Esperanza rubbed her arms, breath fogging faintly even indoors, but her voice held a new, husky edge that mirrored Rikki’s own. “Coincidence? Or someone planting breadcrumbs ... making us chase heat we can’t touch ... making us want it anyway?”

Rikki’s voice was low, dangerous, laced with raw, unfinished want. “Malachar doesn’t do coincidence. He lays blame. Makes us chase tails while he vanishes into the dark ... while he makes us burn for the wrong thing ... or the right one, so hard we can’t think straight.”

Raley glanced at the flickering lights overhead—now pulsing in slow, deliberate waves that matched the sigil’s glow and the quickening beat in his own chest. “You’re buying the witch’s story.”

Rikki didn’t answer immediately. She stared at Lang’s photo, then at Sophia’s—pinned side by side now, their faces starkly different yet linked by the exact red string. Her fingers traced the yarn slowly, almost caressingly, as if feeling for invisible heat—for the memory of silk around wrists, of breath against lips. “I’m buying that Lang’s too clean. Clean alibis stink worse than dirty ones. And clean motives handed to us on a platter? That’s bait ... designed to make us ache for the wrong thing when the real Fire is waiting elsewhere—waiting to consume us.”
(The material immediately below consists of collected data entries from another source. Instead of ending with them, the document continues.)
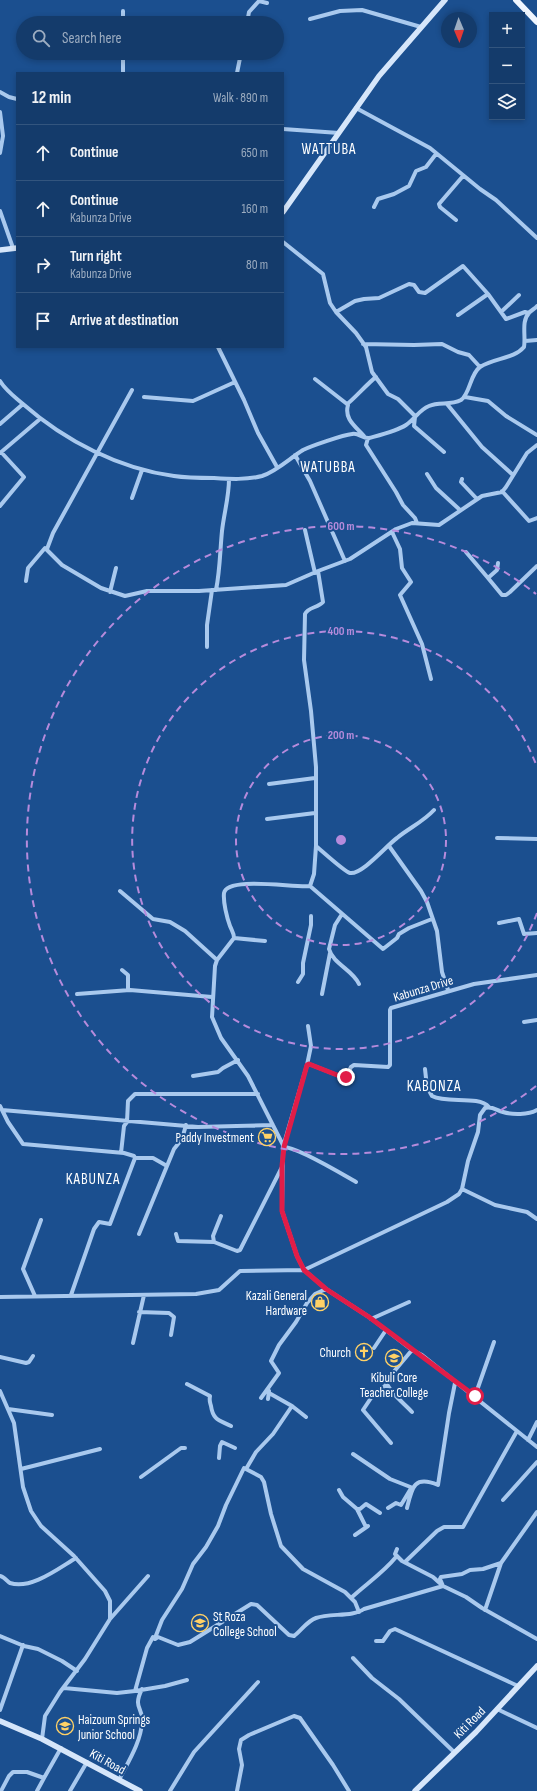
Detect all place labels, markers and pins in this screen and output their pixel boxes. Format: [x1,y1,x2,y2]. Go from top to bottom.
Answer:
centre of rings [334,833,348,847]
supermarket icon: Paddy Investment [257,1127,277,1147]
place label: Paddy Investment [176,1130,254,1146]
place label: Kazali General Hardware [246,1288,307,1319]
shop icon: Kazali General Hardware [310,1292,330,1312]
church icon: Church [354,1342,374,1362]
place label: Church [319,1345,351,1361]
school or university icon: Kibuli Core Teacher College [384,1348,404,1368]
place label: Kibuli Core Teacher College [360,1370,428,1401]
place label: St Roza College School [213,1609,277,1640]
school or university icon: St Roza College School [190,1613,210,1633]
place label: Haizoum Springs Junior School [77,1712,151,1743]
school or university icon: Haizoum Springs Junior School [55,1716,75,1736]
The lights dimmed suddenly—half strength for three long seconds. Shadows stretched across the bullpen floor, reaching toward the board like fingers—long, cool, brushing the edges of skin with phantom touches that raised gooseflesh and tightened nipples beneath uniforms. Esperanza’s hand went to her sidearm, but her breath came faster, flushed, body shifting restlessly.

When the lights flared back, the red string connecting Lang to the sigil had twisted into a perfect knot—no one had touched it—and a faint, warm breath of air brushed the back of Rikki’s neck, like lips ghosting skin, tasting her pulse.

Esperanza exhaled shakily, voice huskier. “Tell me I’m not the only one feeling this shit ... like it’s watching us burn.”

“You’re not,” Rikki said, voice steady but eyes blazing, body thrumming with unreleased tension that had everything to do with the woman waiting in the conference room. She grabbed her coat—the fabric crackling with static as she swung it on, sparks dancing briefly along the wool like tiny, teasing kisses. “Time to rattle Lang’s cage. See if he bleeds ... or if he burns as I do.”

Lang’s office occupied the top floor of a glass tower in Midtown—chrome, marble, floor-to-ceiling windows overlooking a city still half-buried in white, the sun casting long, golden shafts that felt almost too warm against skin, too intimate. The receptionist tried to stall, but Rikki badged her way past with a look that could melt steel—and left the woman flushed, fanning herself, staring after her with parted lips.

Victor Lang waited behind a desk the size of a small car, bespoke suit impeccable, smile polished to predatory perfection. He didn’t rise, but his eyes tracked Rikki with new intensity, pupils dilating as if sensing the heat rolling off her in waves.

“Detective Fire,” he said, gesturing to a leather chair with theatrical grace, voice smooth but edged with something hungry. “I’d offer coffee, but I assume you’re here to accuse me of murder, not caffeine deficiency ... though you look like you could use something hot inside you.”

Rikki didn’t sit. She dropped the email printouts on his desk with a slap that echoed, leaning over it—close enough that Lang’s breath quickened, close enough that the heat from her body cut through the office chill and made him shift in his seat. “Where were you the night Elias Thorne died?”

Lang leaned back, unfazed on the surface, but his pupils dilated further, throat working as he swallowed. “Hamptons. As I told your colleagues. Photos, witnesses, and helicopter GPS. I’m flattered you think I’m capable of teleportation—or demonic possession ... or making a woman look at me the way you’re looking right now.”

Rikki leaned farther over the desk, palms flat, invading his space until their faces were inches apart—her heat pressing against him like a physical force, breath brushing his lips. “These emails. ‘Burn every bridge.’ ‘See you in hell.’ ‘Feel the Fire licking at your skin until you beg.’ Ring any bells?”

Lang’s smile thinned, but his eyes dropped to her mouth for a heartbeat too long, flush creeping up his neck. “Hyperbole. Business is war ... and war gets hot. Very hot.”